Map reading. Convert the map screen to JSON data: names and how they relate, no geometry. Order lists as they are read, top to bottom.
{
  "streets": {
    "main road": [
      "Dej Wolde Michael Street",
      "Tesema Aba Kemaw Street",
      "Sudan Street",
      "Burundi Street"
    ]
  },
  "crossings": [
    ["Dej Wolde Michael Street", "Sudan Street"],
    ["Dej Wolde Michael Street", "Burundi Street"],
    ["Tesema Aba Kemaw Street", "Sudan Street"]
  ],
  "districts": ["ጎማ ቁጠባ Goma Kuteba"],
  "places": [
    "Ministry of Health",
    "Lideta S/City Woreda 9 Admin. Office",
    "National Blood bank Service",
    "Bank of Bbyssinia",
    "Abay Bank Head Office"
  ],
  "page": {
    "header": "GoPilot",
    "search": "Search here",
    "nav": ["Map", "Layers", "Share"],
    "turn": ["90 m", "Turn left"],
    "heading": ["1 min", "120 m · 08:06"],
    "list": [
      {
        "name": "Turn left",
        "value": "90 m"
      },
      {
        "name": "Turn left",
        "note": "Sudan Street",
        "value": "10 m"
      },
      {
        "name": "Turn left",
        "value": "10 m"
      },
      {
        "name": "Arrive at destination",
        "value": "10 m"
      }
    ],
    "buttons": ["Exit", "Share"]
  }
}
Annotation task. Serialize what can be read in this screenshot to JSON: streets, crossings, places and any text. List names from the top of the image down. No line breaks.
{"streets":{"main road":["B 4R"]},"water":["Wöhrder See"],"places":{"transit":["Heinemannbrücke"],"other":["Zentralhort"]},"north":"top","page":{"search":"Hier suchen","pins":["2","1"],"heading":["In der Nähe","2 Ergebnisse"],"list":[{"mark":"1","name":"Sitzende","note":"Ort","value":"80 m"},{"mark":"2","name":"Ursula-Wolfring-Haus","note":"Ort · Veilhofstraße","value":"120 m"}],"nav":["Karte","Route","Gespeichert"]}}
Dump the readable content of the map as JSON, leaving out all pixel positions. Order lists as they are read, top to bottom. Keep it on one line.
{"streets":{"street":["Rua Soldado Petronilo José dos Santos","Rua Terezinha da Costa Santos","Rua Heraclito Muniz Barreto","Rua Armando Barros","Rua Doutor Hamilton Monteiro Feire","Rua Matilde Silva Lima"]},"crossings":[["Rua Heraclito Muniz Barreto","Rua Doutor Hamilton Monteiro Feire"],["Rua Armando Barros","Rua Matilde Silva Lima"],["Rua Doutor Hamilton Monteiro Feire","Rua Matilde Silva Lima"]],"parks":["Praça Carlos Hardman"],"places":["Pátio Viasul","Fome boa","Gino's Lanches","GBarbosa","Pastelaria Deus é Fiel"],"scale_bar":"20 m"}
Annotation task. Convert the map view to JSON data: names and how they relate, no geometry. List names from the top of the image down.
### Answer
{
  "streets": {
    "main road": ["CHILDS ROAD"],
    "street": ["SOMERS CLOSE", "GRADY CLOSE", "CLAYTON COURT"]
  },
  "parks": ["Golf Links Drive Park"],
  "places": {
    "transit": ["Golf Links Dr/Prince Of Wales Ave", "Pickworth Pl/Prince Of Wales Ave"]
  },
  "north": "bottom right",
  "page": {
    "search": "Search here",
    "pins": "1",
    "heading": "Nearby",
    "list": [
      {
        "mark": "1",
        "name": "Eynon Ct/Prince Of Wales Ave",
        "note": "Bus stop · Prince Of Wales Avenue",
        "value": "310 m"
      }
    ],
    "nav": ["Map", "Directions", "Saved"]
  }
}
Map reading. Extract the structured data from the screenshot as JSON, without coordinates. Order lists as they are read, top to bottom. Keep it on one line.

+ + + + +

* [WHAT IS EXPECTED] Retype the data in full, exactly.

* [SOLUTION FOR THIS TASK]
Map reading. Convert the map screen to JSON data: names and how they relate, no geometry. Order lists as they are read, top to bottom.
{
  "streets": {
    "main road": [
      "Dej Wolde Michael Street",
      "Tesema Aba Kemaw Street",
      "Sudan Street",
      "Burundi Street"
    ]
  },
  "crossings": [
    ["Dej Wolde Michael Street", "Sudan Street"],
    ["Dej Wolde Michael Street", "Burundi Street"],
    ["Tesema Aba Kemaw Street", "Sudan Street"]
  ],
  "districts": ["ጎማ ቁጠባ Goma Kuteba"],
  "places": [
    "Ministry of Health",
    "Lideta S/City Woreda 9 Admin. Office",
    "National Blood bank Service",
    "Bank of Bbyssinia",
    "Abay Bank Head Office"
  ],
  "page": {
    "header": "GoPilot",
    "search": "Search here",
    "nav": ["Map", "Layers", "Share"],
    "turn": ["90 m", "Turn left"],
    "heading": ["1 min", "120 m · 08:06"],
    "list": [
      {
        "name": "Turn left",
        "value": "90 m"
      },
      {
        "name": "Turn left",
        "note": "Sudan Street",
        "value": "10 m"
      },
      {
        "name": "Turn left",
        "value": "10 m"
      },
      {
        "name": "Arrive at destination",
        "value": "10 m"
      }
    ],
    "buttons": ["Exit", "Share"]
  }
}
Annotation task. Serialize what can be read in this screenshot to JSON: streets, crossings, places and any text. List names from the top of the image down. No line breaks.
{"streets":{"main road":["B 4R"]},"water":["Wöhrder See"],"places":{"transit":["Heinemannbrücke"],"other":["Zentralhort"]},"north":"top","page":{"search":"Hier suchen","pins":["2","1"],"heading":["In der Nähe","2 Ergebnisse"],"list":[{"mark":"1","name":"Sitzende","note":"Ort","value":"80 m"},{"mark":"2","name":"Ursula-Wolfring-Haus","note":"Ort · Veilhofstraße","value":"120 m"}],"nav":["Karte","Route","Gespeichert"]}}
Dump the readable content of the map as JSON, leaving out all pixel positions. Order lists as they are read, top to bottom. Keep it on one line.
{"streets":{"street":["Rua Soldado Petronilo José dos Santos","Rua Terezinha da Costa Santos","Rua Heraclito Muniz Barreto","Rua Armando Barros","Rua Doutor Hamilton Monteiro Feire","Rua Matilde Silva Lima"]},"crossings":[["Rua Heraclito Muniz Barreto","Rua Doutor Hamilton Monteiro Feire"],["Rua Armando Barros","Rua Matilde Silva Lima"],["Rua Doutor Hamilton Monteiro Feire","Rua Matilde Silva Lima"]],"parks":["Praça Carlos Hardman"],"places":["Pátio Viasul","Fome boa","Gino's Lanches","GBarbosa","Pastelaria Deus é Fiel"],"scale_bar":"20 m"}
Annotation task. Convert the map view to JSON data: names and how they relate, no geometry. List names from the top of the image down.
### Answer
{
  "streets": {
    "main road": ["CHILDS ROAD"],
    "street": ["SOMERS CLOSE", "GRADY CLOSE", "CLAYTON COURT"]
  },
  "parks": ["Golf Links Drive Park"],
  "places": {
    "transit": ["Golf Links Dr/Prince Of Wales Ave", "Pickworth Pl/Prince Of Wales Ave"]
  },
  "north": "bottom right",
  "page": {
    "search": "Search here",
    "pins": "1",
    "heading": "Nearby",
    "list": [
      {
        "mark": "1",
        "name": "Eynon Ct/Prince Of Wales Ave",
        "note": "Bus stop · Prince Of Wales Avenue",
        "value": "310 m"
      }
    ],
    "nav": ["Map", "Directions", "Saved"]
  }
}
Map reading. Extract the structured data from the screenshot as JSON, without coordinates. Order lists as they are read, top to bottom. Keep it on one line.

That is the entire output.